So, I thought I was familiar with Dick Powell. There are 2 Dick Powells in my brain.
He was first the "lead Juvenal" in the early Busby Berkeley musicals (Dames, 42nd St., Golddiggers, etc.). He had to make moon-face at Ruby Keeler (who cannot act) or Joan Blondel (who could). But he was always there with his, Hey Kids Let's Put On A Show enthusiasm.

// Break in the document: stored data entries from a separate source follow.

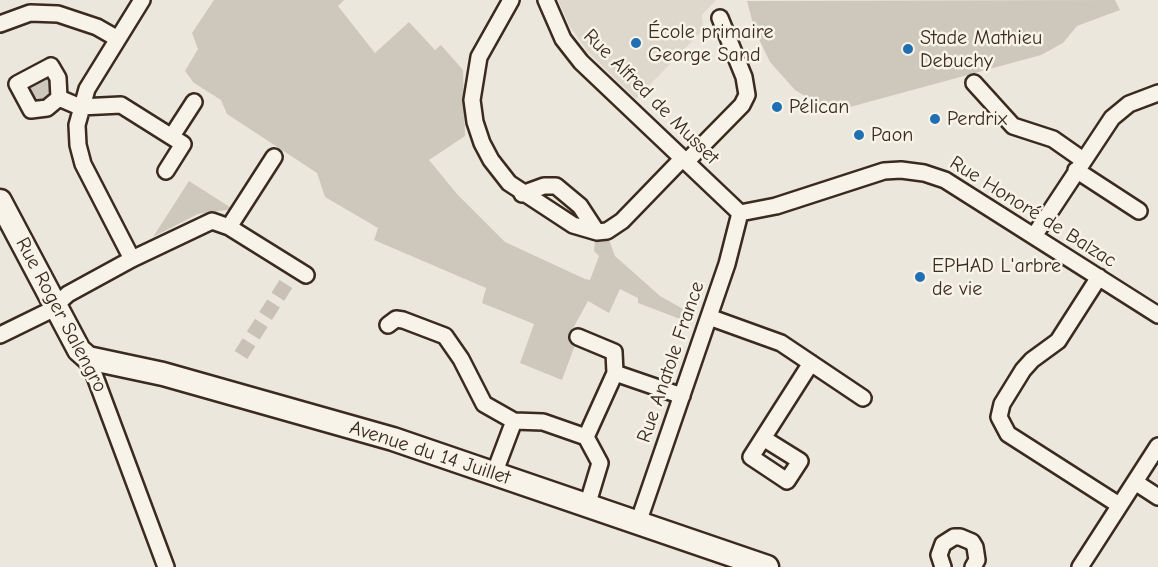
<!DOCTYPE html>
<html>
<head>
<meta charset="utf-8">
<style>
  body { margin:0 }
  canvas { display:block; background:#ece7dc }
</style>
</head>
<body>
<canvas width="1158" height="567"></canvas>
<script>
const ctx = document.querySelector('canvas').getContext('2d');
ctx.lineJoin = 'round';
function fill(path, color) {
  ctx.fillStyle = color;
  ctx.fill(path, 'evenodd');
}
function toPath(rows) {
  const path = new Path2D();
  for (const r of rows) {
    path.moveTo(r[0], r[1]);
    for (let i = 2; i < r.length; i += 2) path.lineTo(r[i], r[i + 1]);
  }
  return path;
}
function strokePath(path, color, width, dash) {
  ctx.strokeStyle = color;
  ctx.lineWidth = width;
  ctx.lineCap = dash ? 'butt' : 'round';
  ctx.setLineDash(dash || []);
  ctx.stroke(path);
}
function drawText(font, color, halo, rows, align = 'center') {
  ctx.font = font + ' "Comic Neue",sans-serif';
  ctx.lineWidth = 5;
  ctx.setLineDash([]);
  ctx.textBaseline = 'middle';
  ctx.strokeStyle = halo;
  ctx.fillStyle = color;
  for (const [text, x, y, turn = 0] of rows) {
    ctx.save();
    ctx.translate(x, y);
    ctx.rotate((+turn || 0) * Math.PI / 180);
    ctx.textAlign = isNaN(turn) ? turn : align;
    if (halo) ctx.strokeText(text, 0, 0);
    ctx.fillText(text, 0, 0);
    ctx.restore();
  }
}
fill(toPath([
  [558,0,716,0,702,15,703,30,636,99,588,52,569,25]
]), '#ddd7cc');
fill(toPath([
  [214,0,344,0,338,6,375,53,409,22,435,50,441,45,463,70,465,136,429,160,457,194,505,242,585,279,590,280,599,256,594,251,595,241,608,237,615,256,660,296,692,314,688,322,638,303,638,298,620,289,609,313,588,301,571,332,575,345,562,380,520,363,534,324,482,303,486,288,374,240,378,228,325,197,317,173,227,114,221,100,194,83,185,71,198,49,192,33],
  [1115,0,1120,10,1077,26,1063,43,1041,55,850,107,821,106,795,90,770,62,755,31,747,1],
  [50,73,53,84,50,96,40,102,31,101,25,87],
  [189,181,233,209,198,214,153,237]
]), '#cec8bc');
strokePath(toPath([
  [241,355,289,279]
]), '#c9c1b6', 15, [15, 8]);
const street = toPath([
  [511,0,479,57,472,100,475,122,482,143,491,160,509,183,573,225,597,232,607,231,622,221,682,159],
  [546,0,563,39,581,62,740,213],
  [0,24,30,13,58,14,97,27,118,39],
  [51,66,58,78,59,98,47,108,31,110,17,84,51,66],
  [974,83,1013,126,1053,139,1083,160],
  [59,98,80,107,121,105,183,144,166,171],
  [172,136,194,102],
  [686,162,742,105,747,95,744,77,720,18],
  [1076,170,1139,211],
  [522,194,544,186,556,186,580,206,597,232],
  [740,213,776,206,884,171,901,170,924,173,945,180,1158,315],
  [229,227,274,157],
  [1034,236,1112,118,1129,104,1158,93],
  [132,259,83,164,78,145,77,125,87,89,142,0],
  [1099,277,1058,341,1032,360,1023,370,1002,404,999,417,1008,434,1119,505],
  [709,317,781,343,863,398],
  [388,325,396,319,403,320,445,336,461,359,484,404,514,421],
  [0,335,49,311,68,294,132,259,212,221,229,227,306,275],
  [578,337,614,352,615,373],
  [88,358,166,567],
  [586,437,600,463,587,506],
  [763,438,800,461,787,481,751,457,811,363],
  [494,474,514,421,543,422,586,437,615,373,682,396],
  [1135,482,1158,497],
  [638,523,727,264,740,213],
  [943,567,939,555,943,544,954,537,960,537,972,542,975,547,977,560,973,567],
  [1080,567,1158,446]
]);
const secondary = toPath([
  [0,201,79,350,88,358,163,374,393,439,767,567]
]);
strokePath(street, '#3b2a1e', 20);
strokePath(secondary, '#3b2a1e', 27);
strokePath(street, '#f7f3e8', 15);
strokePath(secondary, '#f7f3e8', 22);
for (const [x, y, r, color] of [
  [636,43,6,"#1f6fb2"],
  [908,49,6,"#1f6fb2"],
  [777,107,6,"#1f6fb2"],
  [935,119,6,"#1f6fb2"],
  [859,135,6,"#1f6fb2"],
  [920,277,6,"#1f6fb2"]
]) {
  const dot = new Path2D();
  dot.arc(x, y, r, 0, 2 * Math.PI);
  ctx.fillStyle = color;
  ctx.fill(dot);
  strokePath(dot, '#f7f3e8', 2);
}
drawText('20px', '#3b2a1e', '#f7f3e8', [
  ["École primaire",648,32],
  ["George Sand",648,55],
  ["Stade Mathieu",920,38],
  ["Debuchy",920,61],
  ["Pélican",789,107],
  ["Perdrix",947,119],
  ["Paon",871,135],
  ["EPHAD L'arbre",932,266],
  ["de vie",932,289]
], 'left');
drawText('20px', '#3b2a1e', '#f7f3e8', [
  ["Rue Alfred de Musset",651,97,45],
  ["Rue Honoré de Balzac",1033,212,32],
  ["Rue Roger Salengro",61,315,62],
  ["Rue Anatole France",671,362,-71],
  ["Avenue du 14 Juillet",430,453,18]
]);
</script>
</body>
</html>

Later, there was Philip Marlow Dick Powell. His voice, still clear but lower pitcher solving crimes and constantly looking for Velma.
Turns out Dick Powell was also a director - and I just found this out (from TCM's discussion of Atomic Movies)...
Which brings us back to Split Second. Killer Sam Hurley (Stephen McNally) figures the best place to hide from the police dragnet is the abandoned ghost town of "Lost Hope City," destined to be obliterated the next morning. The tension of the film is all about how close to the last possible second--or split second--Hurley is going to cut his final escape. But outrunning the immediate effect of the shockwave is not the same as escaping the blast, a distinction the film chooses not to make.
The cruel irony of that conclusion is what it implied for the production team: not long after making this film, director Dick Powell headed up the John Wayne vehicle The Conqueror (1956), shot in St. George, Utah, downwind from an above-ground atomic test like the one depicted in Split Second. Twenty five years later, 91 members of Powell's 220-member cast and crew from that film had died of cancer--a rate three times higher than the national average. The cancer deaths included Wayne himself--and Powell, who died of lymphoma just seven years after the shoot.